せやから、上に書いた「辛口」のなかでも書いた「ストーリーがすっきりスマート」になってるはずやのに初演より時間が長かった、それは一つには「歌が増えた」ってのもあるけど、「殺陣が増えた」からでしょう。
で、殺陣に関してはやっぱり主役で一番「殺陣数」の多い堤さん・・・かっこいいですねえ。
「阿修羅城の瞳」の染五郎さんとはまた違ったかっこよさ、染五郎さんが「静」なら堤さんは「動」、っかな?
そして、さすが元JAC! の殺陣に加えて、剣を構えて不敵に「笑っている」あの表情!
その「不敵な笑顔」が「舞台を楽しんでいる笑顔」に観えました、おいらには。
一番かっこよかった「殺陣」は、その堤さんと蛮獄新太さんが二人して道満王に挑むシーン。
二大「スーパー舞台俳優」の競演! この瞬間はマジでゾクゾクしました。
仮面ライダー1号と2号の競演、あるいはマジンガーZとグレートマジンガーの競演さながら(?)、スーパースペシャル、ゴージャス & デェ〜ラックス!
堤さんと並んでもう一方の主役、客演の高橋由美子ちゃん。
彼女はあんまりTVとかでもおいらは視てないんですけど、それでも一昨年「スカット 一心多助」を視てたので、むちゃくちゃ期待はしてないまでも、そこそこの期待はしてました。
で、今回の舞台の由美子ちゃんはというと、まずまず良かったんではないでしょうか?
殺陣に関しては、まわりが(特に堤さん、新太さん)がうますぎなので、割を食ってますね。
あれだけできれば十分うまいと思うんですけど、「まだちょっと甘いな」って感じてしまうのは。
後、美泥の「気持ち」の部分はまだ若干弱いです。
でも、初日の由美子ちゃんを観た限りでは、彼女ならこれからどんどんうまくなっていくような気がしました。
はっきり言って期待もてそうです。
その他の客演の方で特に目が付いたのが、前田美波里さん。
立ち姿が凄く綺麗、歌も殺陣もいいし、凄く劇団☆新感線に合ってました。かっこいいです。

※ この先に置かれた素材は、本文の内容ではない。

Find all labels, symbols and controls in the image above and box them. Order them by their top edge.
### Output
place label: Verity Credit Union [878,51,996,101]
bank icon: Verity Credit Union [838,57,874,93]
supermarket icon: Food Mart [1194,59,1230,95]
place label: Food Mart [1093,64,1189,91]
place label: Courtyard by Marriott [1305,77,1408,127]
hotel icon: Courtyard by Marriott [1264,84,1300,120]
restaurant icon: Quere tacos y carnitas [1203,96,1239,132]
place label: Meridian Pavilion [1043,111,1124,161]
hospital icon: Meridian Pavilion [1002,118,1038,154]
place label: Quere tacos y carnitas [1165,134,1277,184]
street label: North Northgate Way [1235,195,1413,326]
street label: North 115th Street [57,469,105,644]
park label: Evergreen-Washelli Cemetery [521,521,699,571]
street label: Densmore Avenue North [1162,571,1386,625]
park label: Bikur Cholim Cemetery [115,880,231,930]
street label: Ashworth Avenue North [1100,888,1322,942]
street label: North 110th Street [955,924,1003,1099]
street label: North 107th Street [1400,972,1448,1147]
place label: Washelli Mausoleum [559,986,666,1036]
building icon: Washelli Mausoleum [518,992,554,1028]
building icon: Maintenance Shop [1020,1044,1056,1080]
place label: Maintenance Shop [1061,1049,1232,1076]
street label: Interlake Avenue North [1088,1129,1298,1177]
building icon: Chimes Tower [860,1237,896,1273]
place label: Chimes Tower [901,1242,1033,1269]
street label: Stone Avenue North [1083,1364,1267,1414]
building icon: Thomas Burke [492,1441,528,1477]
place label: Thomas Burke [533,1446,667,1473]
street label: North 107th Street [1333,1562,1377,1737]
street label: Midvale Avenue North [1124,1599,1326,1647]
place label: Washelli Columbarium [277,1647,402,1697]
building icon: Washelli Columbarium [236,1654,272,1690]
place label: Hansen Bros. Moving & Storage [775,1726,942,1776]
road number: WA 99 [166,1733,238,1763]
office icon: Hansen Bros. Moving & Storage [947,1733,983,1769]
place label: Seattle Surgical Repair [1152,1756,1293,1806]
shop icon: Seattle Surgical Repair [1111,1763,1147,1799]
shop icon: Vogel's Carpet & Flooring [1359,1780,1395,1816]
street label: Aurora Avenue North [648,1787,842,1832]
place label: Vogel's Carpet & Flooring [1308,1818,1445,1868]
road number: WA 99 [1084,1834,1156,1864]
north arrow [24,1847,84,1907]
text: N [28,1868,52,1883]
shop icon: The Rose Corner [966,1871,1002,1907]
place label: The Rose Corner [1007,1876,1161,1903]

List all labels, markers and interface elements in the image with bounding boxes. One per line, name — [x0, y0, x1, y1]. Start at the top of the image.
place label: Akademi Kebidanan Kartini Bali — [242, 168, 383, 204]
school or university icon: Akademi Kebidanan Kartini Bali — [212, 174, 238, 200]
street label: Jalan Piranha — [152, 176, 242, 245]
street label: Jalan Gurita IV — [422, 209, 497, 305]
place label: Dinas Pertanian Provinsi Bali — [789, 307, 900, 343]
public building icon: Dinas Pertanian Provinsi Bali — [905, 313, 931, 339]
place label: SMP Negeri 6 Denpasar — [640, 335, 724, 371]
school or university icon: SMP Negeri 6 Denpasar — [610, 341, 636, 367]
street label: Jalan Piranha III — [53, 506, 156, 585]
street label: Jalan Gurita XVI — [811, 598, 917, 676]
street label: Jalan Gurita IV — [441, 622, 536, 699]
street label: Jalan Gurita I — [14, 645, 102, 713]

松井さんは上に書いたとおり、「松井誠」さんを観たいです。
手塚とおるさんは可もなく、不可もなく・・・ま、正直、他の客演さんが強すぎます。でもあの声は味がありますよね。
大沢さやかさんは・・・う〜ん、分からんですまだ、はい。
「一応」客演の村木仁さん、もう「客演」やないでしょ(^^;) 準劇団員ですね。今回もお腹がすいてたようです、「いがいが栗満太」

と、今回はこのへんで。劇団員の方々の感想と、どれだけすばらしくなってるか、の感想は3週後、大阪初演を観たあとでまた書きます。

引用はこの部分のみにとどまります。